§ **TASK ITEM**:
Write out the stretch of lines below that begins at the line with "8h14l-1 12H6zM9 8a3" and ends at the line with "11l9-7 9 7M6", including both, exactly as given and nothing more.

Dataset entries:
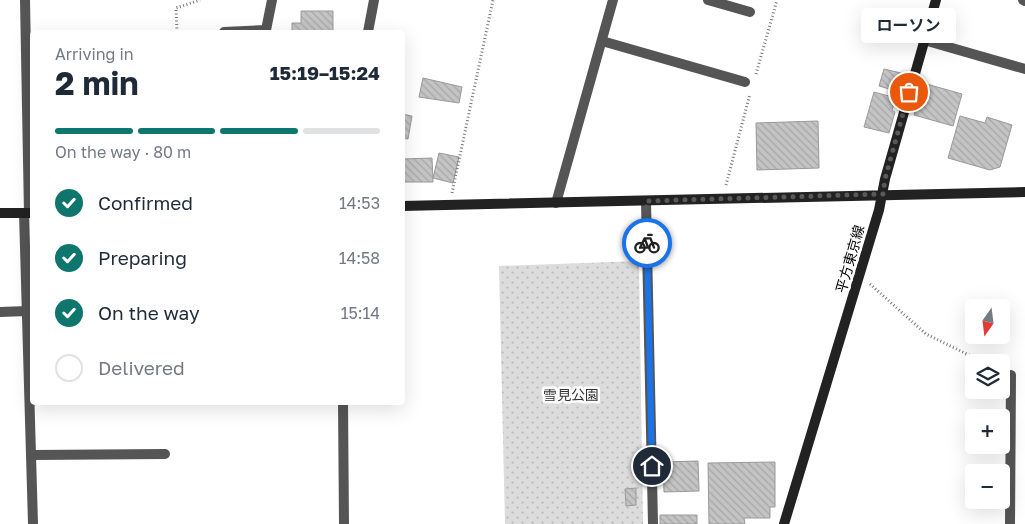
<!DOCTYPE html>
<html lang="en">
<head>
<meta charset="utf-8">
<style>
	body { margin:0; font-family:"Golos Text","Noto Sans JP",sans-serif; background:#f2f2f3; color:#1f2937; height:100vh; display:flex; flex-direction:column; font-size:19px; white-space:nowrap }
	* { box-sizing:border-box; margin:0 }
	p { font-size:16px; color:#747a83 }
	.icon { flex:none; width:28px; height:28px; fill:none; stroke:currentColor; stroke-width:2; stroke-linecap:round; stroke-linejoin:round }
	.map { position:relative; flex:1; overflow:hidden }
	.drawer { position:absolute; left:30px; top:30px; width:375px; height:375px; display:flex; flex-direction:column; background:#fff; border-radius:5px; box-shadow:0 5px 20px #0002 }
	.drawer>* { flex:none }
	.needle { width:32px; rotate:194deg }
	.fabs { position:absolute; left:965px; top:299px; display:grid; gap:10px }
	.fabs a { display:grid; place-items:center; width:45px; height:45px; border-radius:5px; background:#fff; box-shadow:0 5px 20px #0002; font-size:25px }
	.pin { position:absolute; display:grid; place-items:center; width:42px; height:42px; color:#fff; margin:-21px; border:2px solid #fff; border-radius:50%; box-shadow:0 1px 5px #0007 }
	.courier { position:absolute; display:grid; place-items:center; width:50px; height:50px; margin:-25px; border:4px solid #1a73e8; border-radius:50%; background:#fff; color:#222; box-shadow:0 1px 6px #0007 }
	.bubble { position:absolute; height:35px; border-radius:5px; background:#fff; box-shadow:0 5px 20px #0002; font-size:16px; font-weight:700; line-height:35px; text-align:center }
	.head em { font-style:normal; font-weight:700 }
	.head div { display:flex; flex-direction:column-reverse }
	.head { display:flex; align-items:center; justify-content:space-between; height:85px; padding:0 25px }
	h1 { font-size:32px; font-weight:700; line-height:38px }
	.bar { display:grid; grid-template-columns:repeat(4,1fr); gap:8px 5px; align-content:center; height:60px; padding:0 25px }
	.bar i { height:6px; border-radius:4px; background:#e0e1e3 }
	.bar .current { background:#0f766e }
	.bar p { grid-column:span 4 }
	ol { padding:0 25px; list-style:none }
	li { display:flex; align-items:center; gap:15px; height:55px }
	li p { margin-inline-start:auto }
	li .icon { padding:5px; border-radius:50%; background:#0f766e; color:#fff; stroke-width:4 }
	li:last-child { color:#747a83 }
	li i { width:28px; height:28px; border:2px solid #e0e1e3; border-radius:50% }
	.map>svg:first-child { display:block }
</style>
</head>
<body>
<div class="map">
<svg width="1025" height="524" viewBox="0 0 1025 524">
	<defs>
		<pattern id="park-dots" width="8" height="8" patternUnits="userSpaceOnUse" patternTransform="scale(1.25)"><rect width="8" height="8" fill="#dcdcdc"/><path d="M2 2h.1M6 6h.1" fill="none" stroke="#bbb" stroke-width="1.8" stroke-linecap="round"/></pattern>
		<pattern id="building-back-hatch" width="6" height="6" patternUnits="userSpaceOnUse" patternTransform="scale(1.25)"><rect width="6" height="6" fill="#c4c4c4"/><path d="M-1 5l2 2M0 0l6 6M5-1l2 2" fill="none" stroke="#a7a7a7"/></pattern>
	</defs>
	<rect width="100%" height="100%" fill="#fff"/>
	<path fill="url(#park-dots)" d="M639,261L643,524H505L499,266Z"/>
	<path fill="url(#building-back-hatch)" stroke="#999" d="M301,11H333V32H292V23H301Z
		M884,69L905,74L900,92L879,86Z
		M423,78L462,87L459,103L419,97Z
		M923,83L962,94L953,126L914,115Z
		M874,92L896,98L892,110L895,112L889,133L864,127Z
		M402,114L412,116L408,139L402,138Z
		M960,116L985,123L987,117L1012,125L1000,167L990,170L948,158Z
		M818,121L819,168L757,170L756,123Z
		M439,153L459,157L453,183L433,178Z
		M432,158L433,182H402V159Z
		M698,461L699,491L664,492L663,462Z
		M775,462V507H770V518H744L745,524H709L708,463Z
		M636,488V505L626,506L625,489Z
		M660,515H697V524H660Z"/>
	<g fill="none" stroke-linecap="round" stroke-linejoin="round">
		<path stroke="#777" stroke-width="3" stroke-dasharray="1 2.5" stroke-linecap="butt" d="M177,32L176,8L200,0
			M756,74L777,0
			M726,185L750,94
			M452,193L493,0
			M870,284L926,334L983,362"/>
		<path stroke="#555" stroke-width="10" d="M708,0L750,12
			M224,32L266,30L272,0
			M924,40L1025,69
			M602,41L745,82
			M32,455L165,454
			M1010,524L1011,375"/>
		<path stroke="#555" stroke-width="10" d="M25,0L29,213
			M1023,0L1025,1
			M368,32L374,0
			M646,201L653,524
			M556,203L613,0
			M24,213L33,524
			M0,312L27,311
			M343,402L344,524"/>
		<path stroke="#222" stroke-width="10" d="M402,206L1025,192
			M0,213H32
			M784,524L879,210L885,179L936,0"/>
	</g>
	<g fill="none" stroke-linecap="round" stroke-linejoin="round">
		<path stroke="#595959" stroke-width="5" stroke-dasharray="0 9" d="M647,243L646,201L883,194L885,179L909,92"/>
		<path stroke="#1a73e8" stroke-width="6" d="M647,243L652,466"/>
	</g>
	<g text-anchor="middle" stroke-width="5" stroke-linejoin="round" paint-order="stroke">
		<g font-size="14" fill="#000" stroke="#fff">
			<text transform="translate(850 259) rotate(-74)" y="5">平方東京線</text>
		</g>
		<g font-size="14" fill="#333" stroke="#fff">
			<text x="571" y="400">雪見公園</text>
		</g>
	</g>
</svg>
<div class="fabs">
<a><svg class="needle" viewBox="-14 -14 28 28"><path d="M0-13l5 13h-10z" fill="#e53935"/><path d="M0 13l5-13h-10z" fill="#747a83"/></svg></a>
<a><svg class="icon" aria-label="layers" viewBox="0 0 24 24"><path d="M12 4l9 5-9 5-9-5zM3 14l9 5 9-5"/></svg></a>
<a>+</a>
<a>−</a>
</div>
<div class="pin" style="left:909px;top:92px;background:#ea580c"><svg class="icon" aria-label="bag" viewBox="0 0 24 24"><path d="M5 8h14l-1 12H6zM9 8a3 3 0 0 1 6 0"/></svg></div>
<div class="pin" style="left:652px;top:466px;background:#1f2937"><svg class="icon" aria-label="home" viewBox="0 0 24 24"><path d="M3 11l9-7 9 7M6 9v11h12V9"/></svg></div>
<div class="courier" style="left:647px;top:243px"><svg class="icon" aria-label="bike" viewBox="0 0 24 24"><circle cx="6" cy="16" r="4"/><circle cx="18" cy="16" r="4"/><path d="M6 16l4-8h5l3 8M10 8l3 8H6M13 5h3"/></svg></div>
<div class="bubble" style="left:861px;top:8px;width:95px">ローソン</div>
<section class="drawer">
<div class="head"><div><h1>2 min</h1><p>Arriving in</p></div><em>15:19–15:24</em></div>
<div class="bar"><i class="current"></i><i class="current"></i><i class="current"></i><i></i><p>On the way · 80 m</p></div>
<ol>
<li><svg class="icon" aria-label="check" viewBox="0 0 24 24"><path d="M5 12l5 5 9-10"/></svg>Confirmed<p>14:53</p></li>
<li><svg class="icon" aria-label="check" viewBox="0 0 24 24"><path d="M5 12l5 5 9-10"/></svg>Preparing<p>14:58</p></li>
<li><svg class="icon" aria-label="check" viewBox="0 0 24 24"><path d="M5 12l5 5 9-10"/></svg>On the way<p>15:14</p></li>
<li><i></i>Delivered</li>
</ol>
</section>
</div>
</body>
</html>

§ **YOUR RESPONSE**:
<div class="pin" style="left:909px;top:92px;background:#ea580c"><svg class="icon" aria-label="bag" viewBox="0 0 24 24"><path d="M5 8h14l-1 12H6zM9 8a3 3 0 0 1 6 0"/></svg></div>
<div class="pin" style="left:652px;top:466px;background:#1f2937"><svg class="icon" aria-label="home" viewBox="0 0 24 24"><path d="M3 11l9-7 9 7M6 9v11h12V9"/></svg></div>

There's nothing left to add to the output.